A Gaffe queirosianamente fácil


Deparo-me, nas minhas andanças por diferentes Avenidas, com verdadeiras jóias, inesperadas, mas perfeitamente aceitáveis tendo em conta os contextos e as épocas em que foram ditas ou escritas.
Fornecem pequenas - contudo brilhantes - informações acerca, por exemplo, de como era encarada quer a narrativa para a infância, quer os seus produtores.

Tomemos, retirando à toa, uma das Cartas de Inglaterra de Eça de Queirós onde é louvada a literatura infantil inglesa e aconselhada a adopção iluminada deste tipo de narrativa fácil.
Ouçamos:

(...) eu tenho a certeza que uma tal literatura infantil penetraria facilmente nos nossos costumes domésticos e teria uma venda proveitosa. Muitas senhoras inteligentes e pobres se poderiam empregar em escrever estas fáceis histórias (...)

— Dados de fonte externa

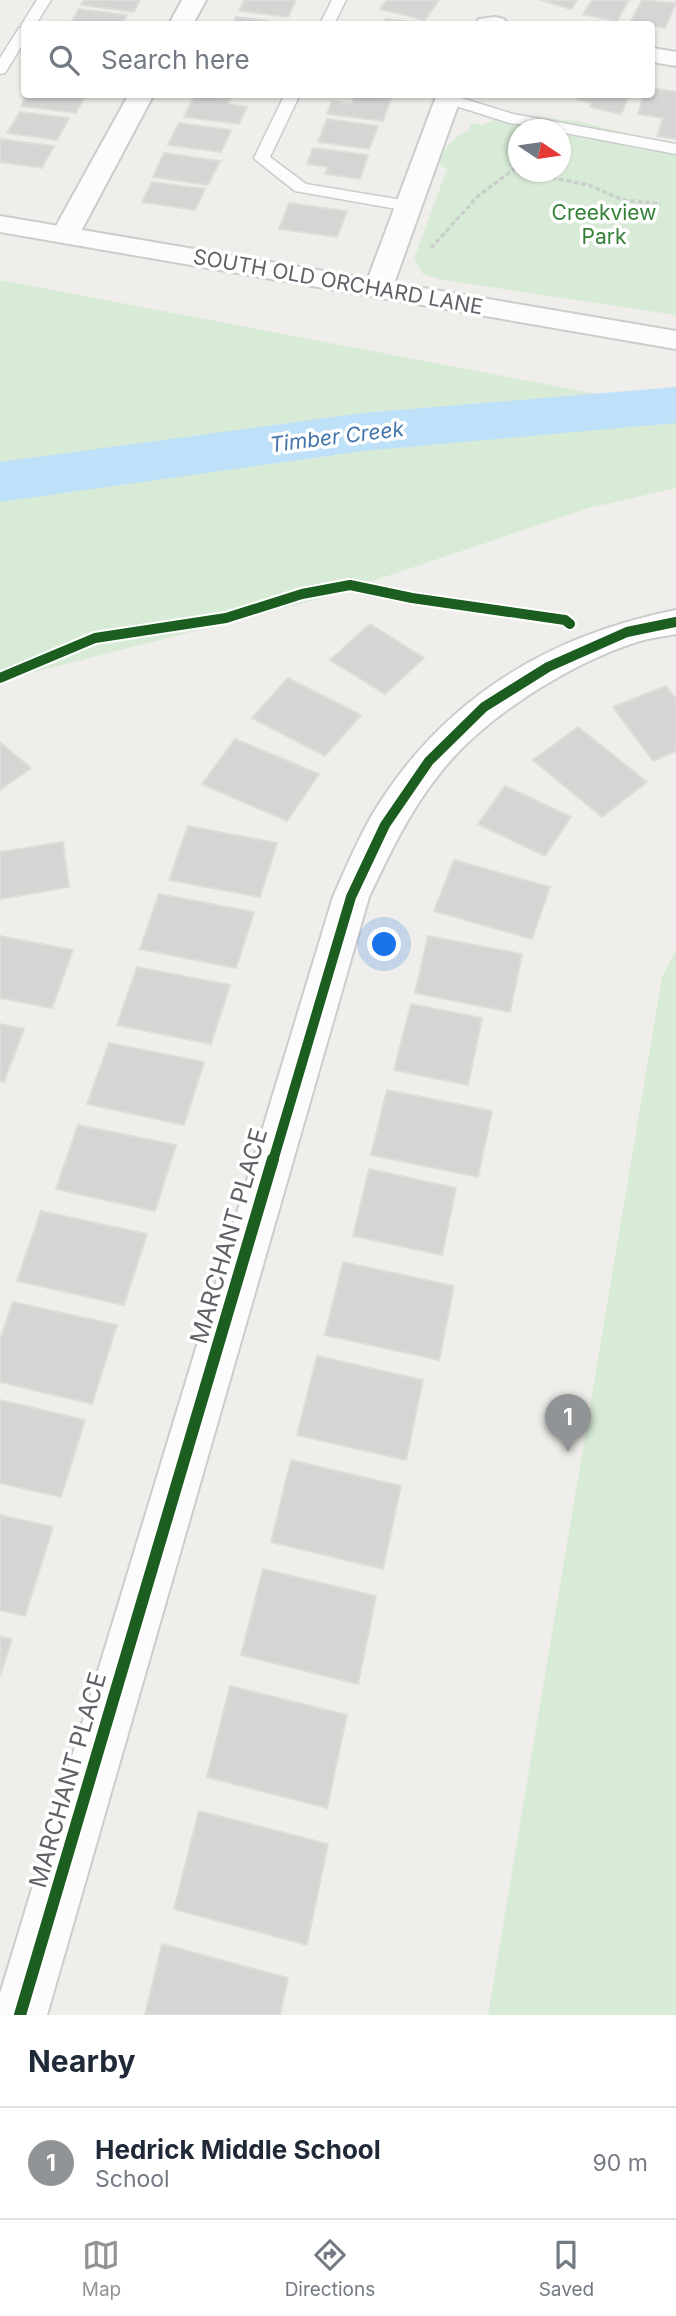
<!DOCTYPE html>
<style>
:root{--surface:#fff;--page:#f2f2f3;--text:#1f2937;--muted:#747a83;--line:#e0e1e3;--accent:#919496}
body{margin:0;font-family:Inter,sans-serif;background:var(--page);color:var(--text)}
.compass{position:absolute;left:508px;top:119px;width:63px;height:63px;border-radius:50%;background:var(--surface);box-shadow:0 2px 5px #0004;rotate:103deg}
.you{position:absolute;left:385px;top:945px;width:24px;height:24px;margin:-18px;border:5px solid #fff;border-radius:50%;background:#1a73e8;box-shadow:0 0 0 10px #1a73e833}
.badge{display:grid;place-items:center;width:46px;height:46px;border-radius:50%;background:var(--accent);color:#fff;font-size:23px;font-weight:700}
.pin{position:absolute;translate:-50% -58px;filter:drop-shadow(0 2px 4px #0008)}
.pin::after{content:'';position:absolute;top:37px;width:24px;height:21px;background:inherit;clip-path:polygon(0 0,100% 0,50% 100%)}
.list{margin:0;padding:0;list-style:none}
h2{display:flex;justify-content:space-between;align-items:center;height:91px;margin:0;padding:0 28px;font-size:30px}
h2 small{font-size:23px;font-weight:400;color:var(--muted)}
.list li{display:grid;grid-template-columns:46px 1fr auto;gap:21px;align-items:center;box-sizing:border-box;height:112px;padding:0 28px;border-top:2px solid var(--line)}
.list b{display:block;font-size:26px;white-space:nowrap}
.list p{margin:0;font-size:23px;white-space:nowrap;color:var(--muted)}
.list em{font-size:23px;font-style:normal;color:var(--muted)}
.icon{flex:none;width:38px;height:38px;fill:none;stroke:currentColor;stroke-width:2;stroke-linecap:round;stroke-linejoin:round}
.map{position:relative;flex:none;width:676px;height:2015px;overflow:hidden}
.search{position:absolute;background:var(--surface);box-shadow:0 2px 5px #0004;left:21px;right:21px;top:21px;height:77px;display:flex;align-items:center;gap:18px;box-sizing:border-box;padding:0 24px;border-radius:7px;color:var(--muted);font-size:26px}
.sheet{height:203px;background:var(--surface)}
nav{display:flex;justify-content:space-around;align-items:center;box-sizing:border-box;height:98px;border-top:2px solid var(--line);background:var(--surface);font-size:19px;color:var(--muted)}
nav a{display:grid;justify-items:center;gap:4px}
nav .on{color:var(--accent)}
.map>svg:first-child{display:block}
.green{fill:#d8ebd6;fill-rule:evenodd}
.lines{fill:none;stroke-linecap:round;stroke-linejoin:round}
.river{fill:#bfe0f9;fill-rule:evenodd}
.building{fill:#d6d5d3;stroke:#deddd9;stroke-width:2}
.service-casing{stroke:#cbcccc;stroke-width:3}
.minor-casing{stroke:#cbcccc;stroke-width:4}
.tertiary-casing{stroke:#cbcccc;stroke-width:4}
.path-far1{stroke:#cacfcc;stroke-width:3.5;stroke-dasharray:5 2.5;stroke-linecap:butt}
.path{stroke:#cacfcc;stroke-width:4.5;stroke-dasharray:6 3.5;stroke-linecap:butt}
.service{fill:#fdfcfc;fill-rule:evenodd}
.minor{fill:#fdfcfc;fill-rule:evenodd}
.tertiary{fill:#fdfcfc;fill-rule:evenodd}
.cycleway-far1-casing{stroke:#fff;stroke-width:14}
.cycleway-casing{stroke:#fff;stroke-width:17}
.cycleway-far1{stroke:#1b5e20;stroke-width:10}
.cycleway{stroke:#1b5e20;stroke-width:12}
.labels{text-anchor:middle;stroke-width:7;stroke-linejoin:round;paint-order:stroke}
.far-park-label{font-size:21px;fill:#348238;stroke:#fff}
.far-street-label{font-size:21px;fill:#5f6368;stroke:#fff}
.far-water-label{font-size:21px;font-style:italic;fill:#4174aa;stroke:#fff}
.street-label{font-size:24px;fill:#5f6368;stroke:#fff}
</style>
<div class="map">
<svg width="676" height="2015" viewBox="0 0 676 2015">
<rect width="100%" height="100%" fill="#efeeea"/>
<!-- green -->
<g class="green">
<path d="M532,117L578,121L628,134L627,147L676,154V315L443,280L423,274L414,259L447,169L439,165V154C453,143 452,138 469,130L471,123L482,125L494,120ZM518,130H560V172H518Z"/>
<path d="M0,280L676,409V488L589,508L319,599L0,681Z"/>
<path d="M676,950V2015H488L662,977Z"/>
</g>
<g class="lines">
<!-- river -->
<path class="river" d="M676,387V423L363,451L0,502V462L363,413Z"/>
</g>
<!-- building -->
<g class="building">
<path d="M84,0H140L134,12L81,5Z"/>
<path d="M244,0H296L288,17L239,11Z"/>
<path d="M387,0H439L425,20L380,9Z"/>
<path d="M540,0H577L571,9Z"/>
<path d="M592,0H629L617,21L583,14Z"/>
<path d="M642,0L676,3L665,28L631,21Z"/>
<path d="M79,9L127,15L122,24H70Z"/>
<path d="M236,17L270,21L269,24H232Z"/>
<path d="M386,19L421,23L383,24Z"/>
<path d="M652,88L676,92V139L657,136L663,118L638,114L644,94H652Z"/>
<path d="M27,94H86L76,113L21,106Z"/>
<path d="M355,94L391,99L383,121L327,114L332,101L352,104Z"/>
<path d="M578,94H630L621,114L590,107L592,103L576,99Z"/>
<path d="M195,95L230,99L228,104L247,107L239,124L184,117Z"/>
<path d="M20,112L69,118L57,140L7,133Z"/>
<path d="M327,119L378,126L369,149L318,142Z"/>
<path d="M179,123L231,130L221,152L168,145Z"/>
<path d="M0,139L54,146L42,168L0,162Z"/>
<path d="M313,148L368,155L360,179L325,174L328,167L307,164Z"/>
<path d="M164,153L220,161L208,185L153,177Z"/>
<path d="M152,182L205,189L195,210L142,202Z"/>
<path d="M289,203L347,211L337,237L279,229Z"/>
<path d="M370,624L424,658L385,694L330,660Z"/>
<path d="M288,678L361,715L325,756L252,718Z"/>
<path d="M666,686L676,699V751L653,761L613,707Z"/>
<path d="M578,727L647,782L602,817L533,760Z"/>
<path d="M235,739L319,774L287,821L202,784Z"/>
<path d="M0,742L31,768L0,790Z"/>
<path d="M505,786L571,817L545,856L478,824Z"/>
<path d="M188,826L277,843L260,897L169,880Z"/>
<path d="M63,842L69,887L0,899V852Z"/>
<path d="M454,860L550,887L532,939L434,911Z"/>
<path d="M159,894L254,912L236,968L140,949Z"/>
<path d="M0,936L73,950L52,1008L0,998Z"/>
<path d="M428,936L522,954L510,1012L415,993Z"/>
<path d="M137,967L230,985L211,1044L117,1025Z"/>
<path d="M411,1004L482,1018L468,1085L394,1070Z"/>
<path d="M0,1024L24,1029L4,1082L0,1081Z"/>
<path d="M109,1043L204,1062L184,1125L87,1104Z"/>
<path d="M387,1090L492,1111L478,1177L371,1155Z"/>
<path d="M78,1125L176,1145L155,1211L56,1189Z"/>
<path d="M369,1169L456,1188L442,1255L353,1236Z"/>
<path d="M41,1211L147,1234L124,1305L17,1281Z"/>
<path d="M343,1262L454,1286L439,1360L325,1335Z"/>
<path d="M13,1302L117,1325L92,1404L0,1382V1339Z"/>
<path d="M317,1356L423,1380L406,1460L297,1435Z"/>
<path d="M0,1400L85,1420L61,1497L0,1483Z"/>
<path d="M291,1460L401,1486L383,1569L271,1542Z"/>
<path d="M0,1515L53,1527L25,1616L0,1610Z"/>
<path d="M263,1569L376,1596L358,1684L241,1655Z"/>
<path d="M0,1637L12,1639L0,1676Z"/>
<path d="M230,1686L347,1715L327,1808L207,1777Z"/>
<path d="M199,1811L328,1844L307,1945L174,1909Z"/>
<path d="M162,1944L288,1978L280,2015H145Z"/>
</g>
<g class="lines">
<defs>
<g id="service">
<path d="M37,0H51L36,24H24V42L5,73L0,74V58L19,28L24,27L22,24Z"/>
<path d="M332,0H346L334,24H320Z"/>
<path d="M285,94H300L270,157L306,184L408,201L414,203L416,206L414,209L408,211L295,191L257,161L254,158Z"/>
<path d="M448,94L513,114L676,144V154L560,132V130L510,123L443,102L440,99Z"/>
</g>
<g id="minor">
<path d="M182,0H206L193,24H169Z"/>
<path d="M495,17L504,19L507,24H476L479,19Z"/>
<path d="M652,48L676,52V66L652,62Z"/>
<path d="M129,94H154L79,235L75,241L65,243L55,241L51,235Z"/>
<path d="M437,94H462L392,289L388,295L378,298L368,295L364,289Z"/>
<path d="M676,610V634C662,637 647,638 634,643C569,664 483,718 441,772C410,810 390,853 369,897L47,2015H0V1994L333,897C345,870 357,841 372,815C441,700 546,636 676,610Z"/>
</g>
<path id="tertiary" d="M0,216L676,331V349L0,232Z"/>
</defs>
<!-- service casing -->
<use href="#service" class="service-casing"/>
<!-- minor casing -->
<use href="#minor" class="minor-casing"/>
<!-- tertiary casing -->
<use href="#tertiary" class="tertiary-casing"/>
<!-- path-far1 -->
<g class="path-far1">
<path d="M538,172L544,176L589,185L623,200L661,204"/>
<path d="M431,248L478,196L518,166"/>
</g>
<!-- path -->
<path class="path" d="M0,678L95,638L226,618L302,594L350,585L412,598L566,621"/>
<!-- service -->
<use href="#service" class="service"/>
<!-- minor -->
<use href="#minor" class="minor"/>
<!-- tertiary -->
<use href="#tertiary" class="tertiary"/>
<defs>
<g id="cycleway-far1">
<path d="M0,678L95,638L226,618L302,594L350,585L412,598L565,620L570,624"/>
<path d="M273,1161L351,897L385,825L429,761L484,707L548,667L627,632L676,622"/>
</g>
<path id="cycleway" d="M20,2015L273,1159"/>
</defs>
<!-- cycleway-far1 casing -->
<use href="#cycleway-far1" class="cycleway-far1-casing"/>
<!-- cycleway casing -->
<use href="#cycleway" class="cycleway-casing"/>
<!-- cycleway-far1 -->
<use href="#cycleway-far1" class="cycleway-far1"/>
<!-- cycleway -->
<use href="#cycleway" class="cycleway"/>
</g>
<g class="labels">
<!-- far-park labels -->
<g class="far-park-label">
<text x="604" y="220">Creekview<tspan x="604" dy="24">Park</tspan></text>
</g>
<!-- far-street labels -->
<g class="far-street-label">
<text transform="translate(338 282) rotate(10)" y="7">SOUTH OLD ORCHARD LANE</text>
</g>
<!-- far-water labels -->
<g class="far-water-label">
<text transform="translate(337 437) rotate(-7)" y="7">Timber Creek</text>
</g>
<!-- street labels -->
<g class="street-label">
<text transform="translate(229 1236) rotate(-74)" y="8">MARCHANT PLACE</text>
<text transform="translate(68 1780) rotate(-74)" y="8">MARCHANT PLACE</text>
</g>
</g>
</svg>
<svg class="compass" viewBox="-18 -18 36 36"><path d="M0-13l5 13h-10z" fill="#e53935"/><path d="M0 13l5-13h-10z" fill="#747a83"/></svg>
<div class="you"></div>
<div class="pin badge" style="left:568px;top:1452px">1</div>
<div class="search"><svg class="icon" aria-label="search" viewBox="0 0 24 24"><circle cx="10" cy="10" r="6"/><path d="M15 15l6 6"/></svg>Search here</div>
</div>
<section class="sheet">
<h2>Nearby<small></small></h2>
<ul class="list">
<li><span class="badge">1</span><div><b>Hedrick Middle School</b><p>School</p></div><em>90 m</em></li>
</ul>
</section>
<nav>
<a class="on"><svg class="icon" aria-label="map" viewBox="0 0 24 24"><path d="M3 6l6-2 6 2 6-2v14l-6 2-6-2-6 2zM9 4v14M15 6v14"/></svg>Map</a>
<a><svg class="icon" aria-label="directions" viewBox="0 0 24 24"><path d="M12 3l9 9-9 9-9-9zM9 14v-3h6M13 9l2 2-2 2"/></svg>Directions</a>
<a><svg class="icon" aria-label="saved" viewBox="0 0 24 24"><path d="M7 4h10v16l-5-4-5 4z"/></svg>Saved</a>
</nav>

É natural que senhoras inteligentes e pobres não possam pela certa ser convidadas a escrever O Crime do Padre Amaro ou O Primo Basílio, cujas narrativas não são de todo fáceis - embora exijam produtor inteligente. É também curioso verificar que, aparentemente, a razão que origina a recomendação desta actividade seja a pobreza de quem é reconhecidamente inteligente, assim como o desejo manifesto de que esta literatura infantil esteja presente entre os nossos costumes domésticos.
Apesar do aceitável mau grado com que lemos estes anacronismos, somos obrigados a reconhecer que, também aqui, Eça é um iluminista. Ao pretender reformar os costumes, reconhece e considera que a literatura infantil serve essa reforma, não se esgotando nela evidentemente.

Mas não deixa de ser interessante este olhar queirosiano sobre o que na época se poderia apelidar a Literatura do sotão.

E não deixa de ser pertinente verificar que hoje o leque de quem escreve estas histórias fáceis se abriu imenso, incluindo também gente muito pouco inteligente e de todas as posses e poses.